解析定義を適切に設定すると、画像内のすべての好中球が赤色の物体としてマークされ、NETを形成する好中球が緑色の物体としてマークされます(図2)。機械は、各時点で赤と緑のオブジェクトの数をカウントします。NET形成の経時変化は、各時点におけるNET形成好中球の割合をプロットすることで可視化されます(図3)。

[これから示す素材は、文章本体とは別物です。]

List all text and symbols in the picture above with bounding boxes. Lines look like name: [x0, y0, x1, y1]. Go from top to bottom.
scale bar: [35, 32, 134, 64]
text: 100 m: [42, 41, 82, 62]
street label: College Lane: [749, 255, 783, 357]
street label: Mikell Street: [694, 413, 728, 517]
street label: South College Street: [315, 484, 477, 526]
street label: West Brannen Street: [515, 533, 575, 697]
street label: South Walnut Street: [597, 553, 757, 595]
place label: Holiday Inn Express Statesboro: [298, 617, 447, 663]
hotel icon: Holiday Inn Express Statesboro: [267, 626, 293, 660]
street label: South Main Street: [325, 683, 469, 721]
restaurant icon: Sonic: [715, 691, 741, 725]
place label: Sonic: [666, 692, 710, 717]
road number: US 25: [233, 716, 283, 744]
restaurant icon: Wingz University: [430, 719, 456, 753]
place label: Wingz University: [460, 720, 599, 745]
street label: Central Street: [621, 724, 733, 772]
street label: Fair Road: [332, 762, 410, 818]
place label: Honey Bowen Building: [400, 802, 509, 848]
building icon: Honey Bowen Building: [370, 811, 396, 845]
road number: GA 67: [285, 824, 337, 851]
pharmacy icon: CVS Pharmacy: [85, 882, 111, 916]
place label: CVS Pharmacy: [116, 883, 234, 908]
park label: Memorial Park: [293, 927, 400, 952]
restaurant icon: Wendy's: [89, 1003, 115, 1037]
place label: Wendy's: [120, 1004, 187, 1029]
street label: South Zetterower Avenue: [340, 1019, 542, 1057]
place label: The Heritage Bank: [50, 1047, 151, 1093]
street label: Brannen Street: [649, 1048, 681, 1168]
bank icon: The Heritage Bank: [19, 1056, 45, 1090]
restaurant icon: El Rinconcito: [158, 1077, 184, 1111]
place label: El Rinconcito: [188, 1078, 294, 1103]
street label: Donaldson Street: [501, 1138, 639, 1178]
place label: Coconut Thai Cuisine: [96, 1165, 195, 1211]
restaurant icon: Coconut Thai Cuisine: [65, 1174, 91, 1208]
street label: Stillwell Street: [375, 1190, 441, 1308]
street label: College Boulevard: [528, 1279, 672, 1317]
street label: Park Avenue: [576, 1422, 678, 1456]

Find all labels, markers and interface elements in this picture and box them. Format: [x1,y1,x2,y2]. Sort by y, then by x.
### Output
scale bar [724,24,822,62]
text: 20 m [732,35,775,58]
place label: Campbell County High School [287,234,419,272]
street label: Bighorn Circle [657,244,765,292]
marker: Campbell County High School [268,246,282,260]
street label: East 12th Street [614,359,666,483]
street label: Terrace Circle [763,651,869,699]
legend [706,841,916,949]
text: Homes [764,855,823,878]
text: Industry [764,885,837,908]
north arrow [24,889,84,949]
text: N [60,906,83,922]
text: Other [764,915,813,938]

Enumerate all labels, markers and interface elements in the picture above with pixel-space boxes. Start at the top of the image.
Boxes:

NET形成を標的とする潜在的な分子(AKT阻害剤など)は、この方法論を用いてハイスループット方式で試験することができます。

図1:NET形成中の好中球の形態変化。 (A)ヒト末梢血好中球を2.5 μMカルシウムイオノフォアで3時間刺激した。 (B)位相差像、赤チャンネル(膜透過性核色素)、緑チャンネル(膜不透過性DNA色素)、および合成画像の代表的な単一細胞図。 この図の拡大版をご覧になるには、ここをクリックしてください。

図2:好中球とNETのソフトウェア認識を示す代表的な画像。 ヒトの健康なボランティア由来の好中球を、2.5 μMのカルシウムイオノフォアで1時間刺激しました。位相差イメージングと各信号またはマスクの重ね合わせ画像が表示されます。核は(A)膜透過性の赤色色素で染色し、ソフトウェアは(B)青色でマークされた核を認識してカウントし、NETは(C)膜不透過性の緑色色素で染色し、ソフトウェアはそれらを(D)紫色とマークしました。(E)過検出または(F)過小検出が発生した場合は、パラメータを変更する必要があります。 この図の拡大版をご覧になるには、ここをクリックしてください。

図3:NET形成好中球の割合の経時変化。 好中球を25 nMホルボール12-ミリスチン酸13-酢酸(PMA)または2.5 μMカルシウムイオノフォアで刺激してNETを誘導するか、RPMIで刺激せずに放置しました。NET形成を阻止するために30μMのAKT阻害剤を添加した。画像は、ソフトウェアによって20分ごとに6時間取得されました。NET形成細胞の割合は、緑色の物体数(=NET形成細胞数)を赤色の物体数(=すべての好中球数)で割って算出した。 この図の拡大版をご覧になるには、ここをクリックしてください。

著者は競合する金銭的利害関係を有しません。